Tell us about Biconography.
We’re a photography project working to increase bi+ visibility, while celebrating the diversity of people and experiences contained within our community.
What inspired you to launch the project?
Our co-founder Emily made an 8m long bi flag for Leeds Pride and the moment I saw it I wanted to wear it as a giant cape. Me and Emily started chatting about how to do that as a one off event, but it quickly became clear there was potential to do much more with it. 2 hours later we had a plan of how to use a fun idea to give people an affirming experience while raising bi+ visibility.
What particular challenges do the Bi+ community face?
Leeds Bi Group recently launched a guide covering this in more detail, but bi+ people frequently get erased by the queer community as well as straight people. This is reflected in the rates of mental health problems, being out, and abuse faced by our community.
How do you hope your project will address these challenges?
Biconography is focussed on raising bi+ visibility and celebrating the diversity of people and experiences that fall under bi+ identities. Our goal is to share peoples stories and improve awareness of bi+ people. At the same time we hope the pictures will be a positive, empowering experience for the subjects.
How can people get involved in the project?
Liking and sharing our content on social media is a huge help, a way to let us reach a broader audience. We’re also looking for people to take part as subjects! We’ll be running photoshoots around Leeds and we welcome anyone who identifies as part of the bi+ community to get involved. You can find us on social media or email us at firstname.lastname@example.org. We have our first shoots planned in Leeds on 26th October and 14th November.
What kind of photos are you planning to include?
We want to work with our subjects to capture something of their identity in the pictures, and pair that with text or quotes about their experiences. Part of the concept has always been to use bold items of clothing and props to artificially elevate an aesthetic, to be so visible that we can’t be overlooked or erased. We’re also keen to include people within the bi+ community who face intersectional discriminations (e.g. trans, disabled, or PoC bi+ people).
What do you hope people take away from the project?
I hope everyone gets a better awareness of bi+ issues, and how many bi+ people there are around. Our goal is for the people who take part in the photoshoots to have an enjoyable and validating experience as well.
Do you plan to do more things like this in future?
It’s an ongoing project, we plan to continue taking photos and sharing them online for the next couple of years.
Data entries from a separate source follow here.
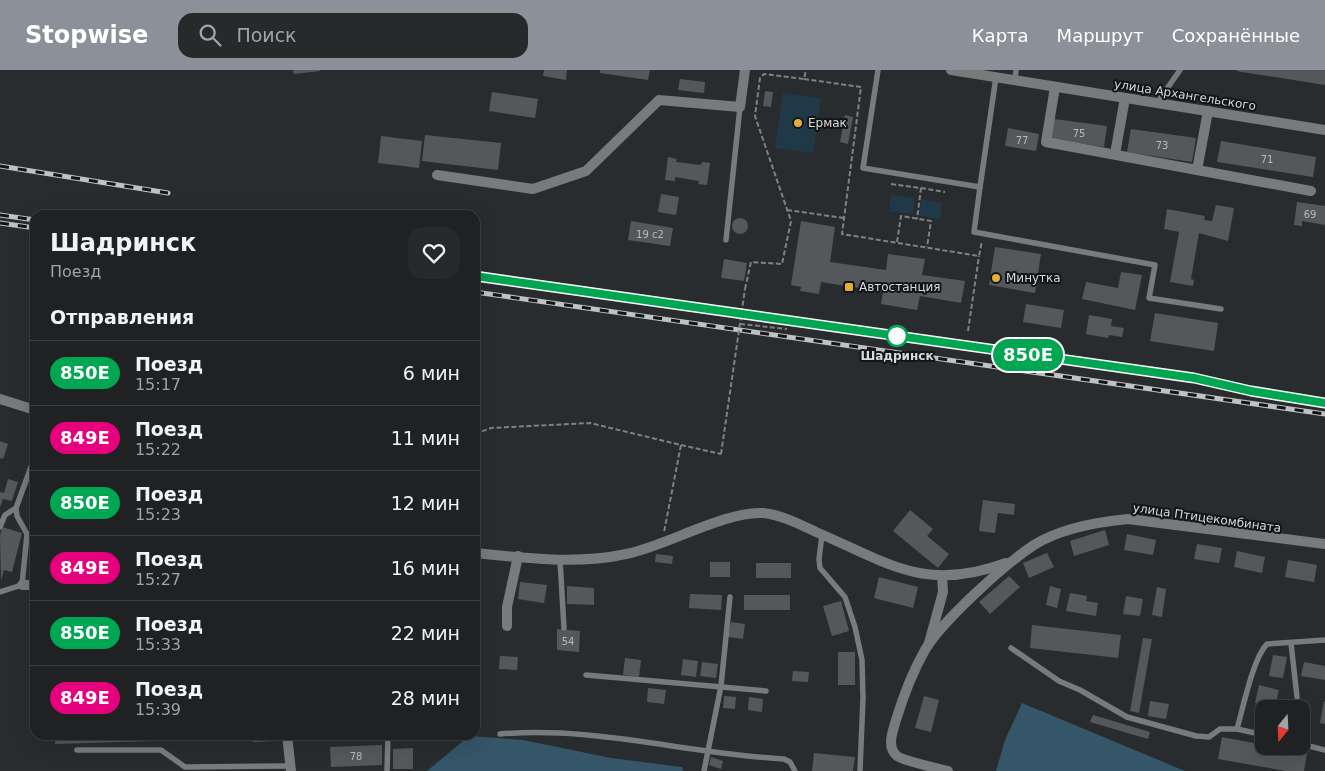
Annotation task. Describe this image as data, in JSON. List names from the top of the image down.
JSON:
{
  "streets": {
    "street": ["улица Архангельского", "улица Птицекомбината"]
  },
  "places": {
    "other": ["Ермак", "Минутка", "Шадринск"],
    "transit": ["Автостанция"]
  },
  "house_numbers": [
    "75",
    "77",
    "73",
    "71",
    "69",
    "19 с2",
    "54",
    "78"
  ],
  "north": "bottom",
  "page": {
    "header": "Stopwise",
    "search": "Поиск",
    "nav": ["Карта", "Маршрут", "Сохранённые"],
    "on_map": "850Е",
    "heading": [
      ["Шадринск", "Поезд"],
      "Отправления"
    ],
    "list": [
      {
        "mark": "850Е",
        "name": "Поезд",
        "note": "15:17",
        "value": "6 мин"
      },
      {
        "mark": "849Е",
        "name": "Поезд",
        "note": "15:22",
        "value": "11 мин"
      },
      {
        "mark": "850Е",
        "name": "Поезд",
        "note": "15:23",
        "value": "12 мин"
      },
      {
        "mark": "849Е",
        "name": "Поезд",
        "note": "15:27",
        "value": "16 мин"
      },
      {
        "mark": "850Е",
        "name": "Поезд",
        "note": "15:33",
        "value": "22 мин"
      },
      {
        "mark": "849Е",
        "name": "Поезд",
        "note": "15:39",
        "value": "28 мин"
      }
    ]
  }
}
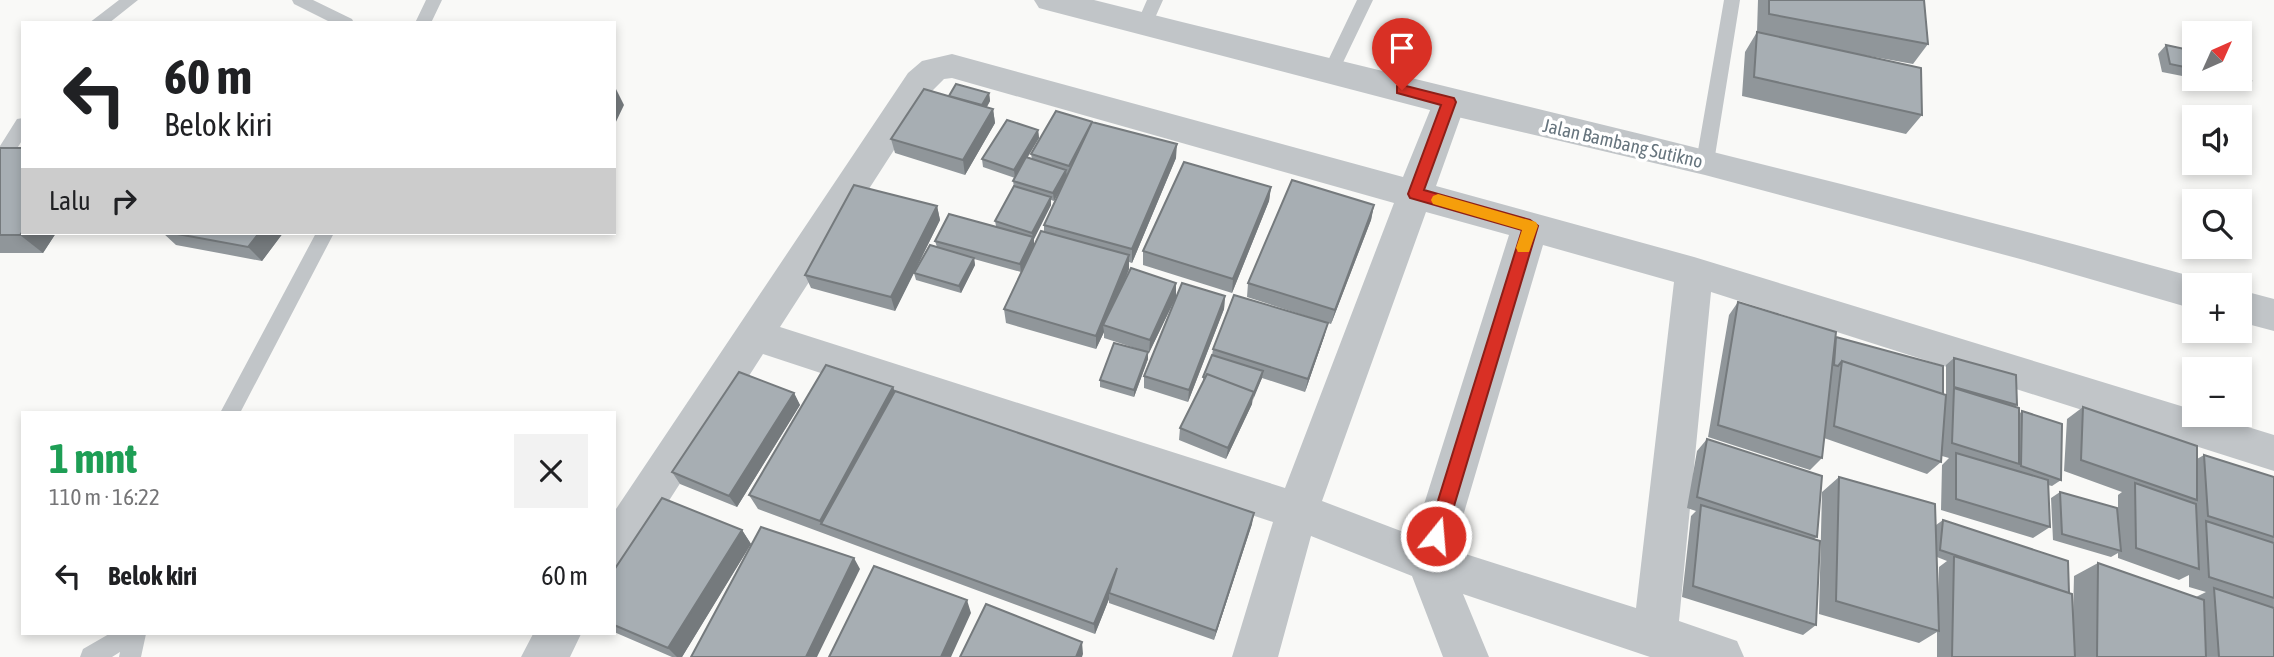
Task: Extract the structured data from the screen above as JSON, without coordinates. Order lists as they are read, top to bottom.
{
  "streets": {
    "street": ["Jalan Bambang Sutikno"]
  },
  "north": "top right",
  "page": {
    "map_buttons": ["+", "−"],
    "turn": ["60 m", "Belok kiri"],
    "then": "Lalu",
    "heading": ["1 mnt", "110 m · 16:22"],
    "list": [
      {
        "name": "Belok kiri",
        "value": "60 m"
      }
    ]
  }
}
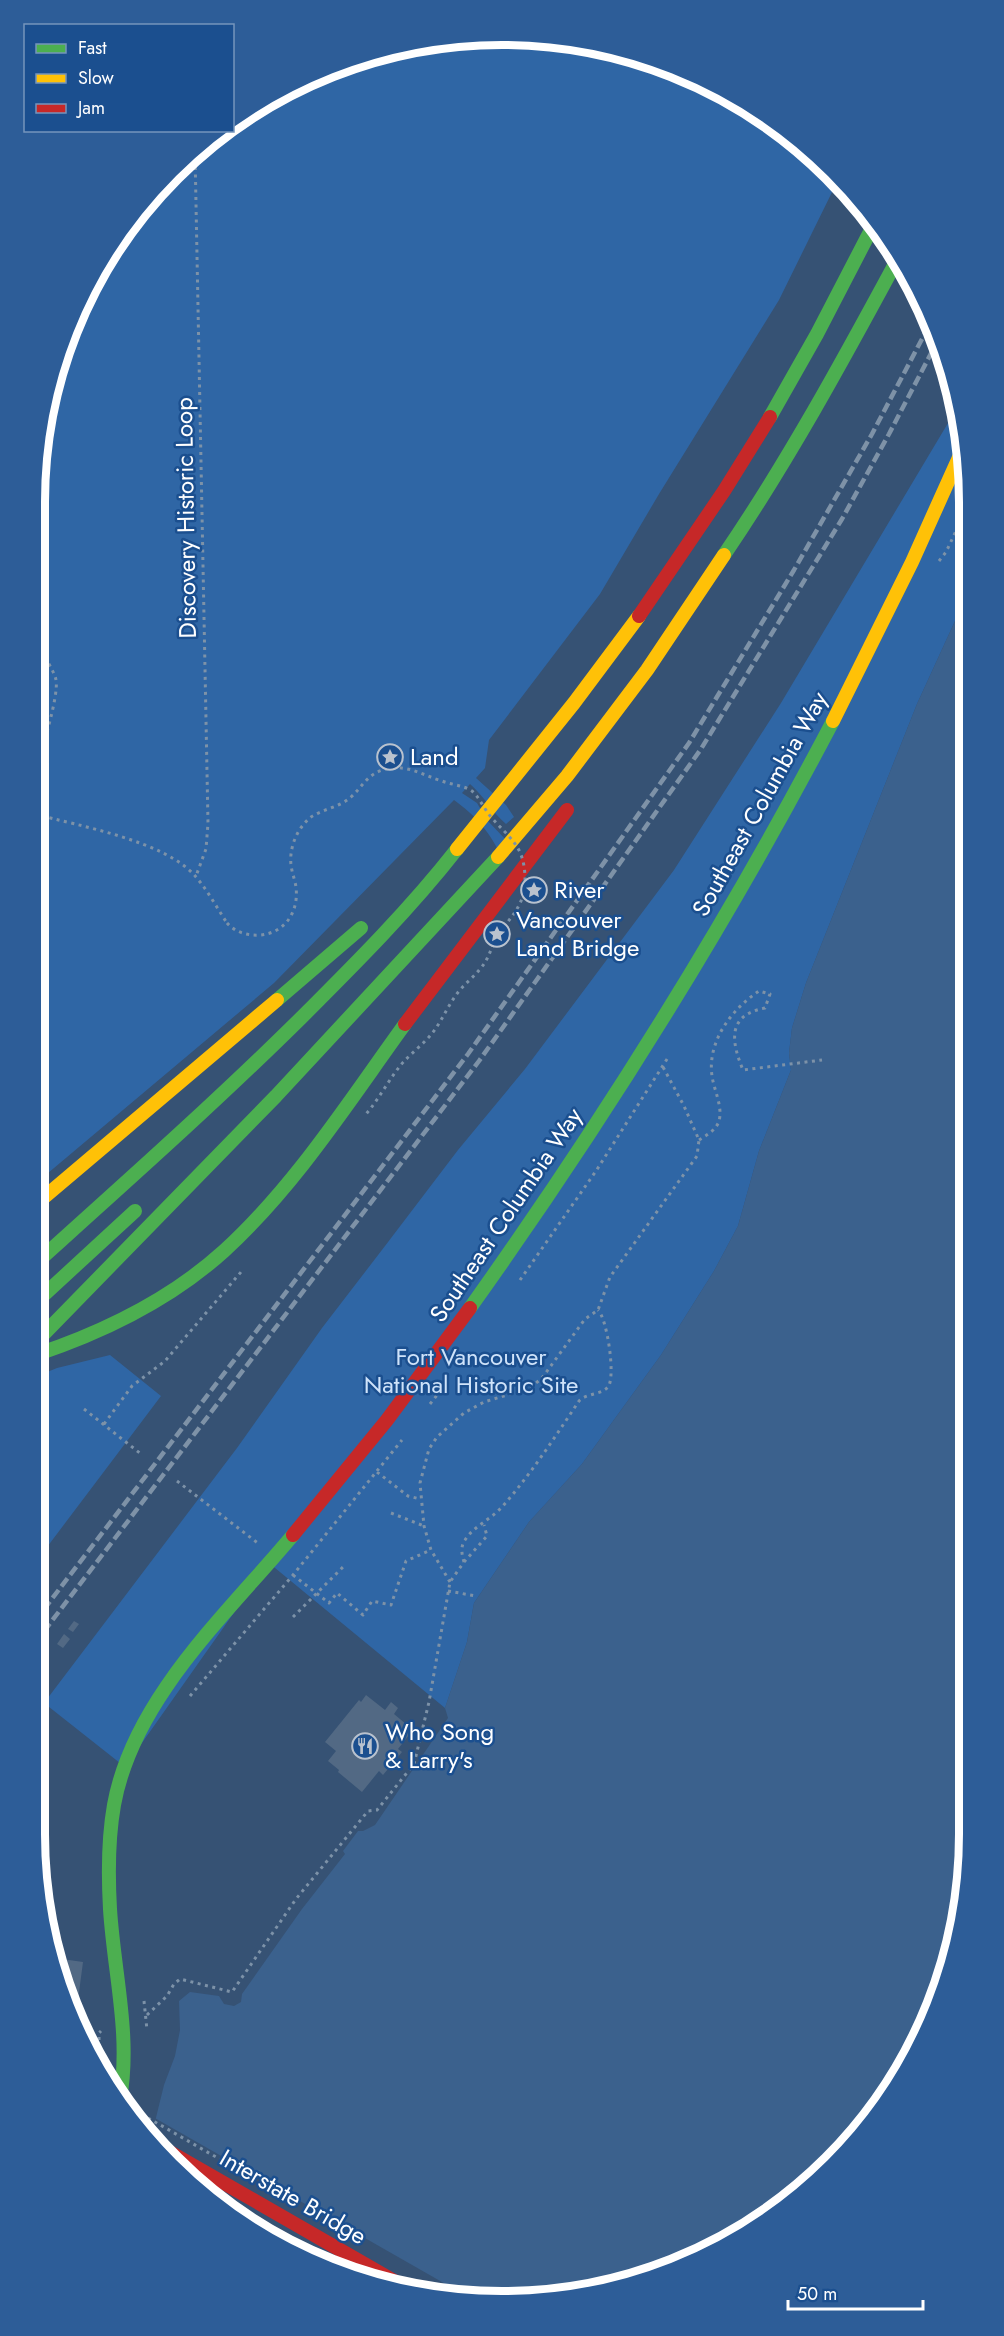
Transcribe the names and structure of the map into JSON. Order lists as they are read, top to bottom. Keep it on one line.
{"streets":{"main road":["Southeast Columbia Way","Interstate Bridge"],"path":["Discovery Historic Loop"]},"parks":["Fort Vancouver National Historic Site"],"places":{"place":["Land","River","Vancouver Land Bridge"],"restaurant":["Who Song & Larry's"]},"legend":["Fast","Slow","Jam"],"scale_bar":"50 m"}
Are there any other Bi Visibility Day projects you’ve seen around that you’re excited about?
There were a few performance nights around Leeds and Manchester which were really awesome.
Do you have any advice for aspiring queer artists?
It feels weird being asked that question like I’m not one myself … Remember that we need to stick together. The industry, audiences, and fellow artists outside the queer community are unlikely to be supportive. Share and support each others stuff, find your queer arts community and work together rather than bitching or competing with one another.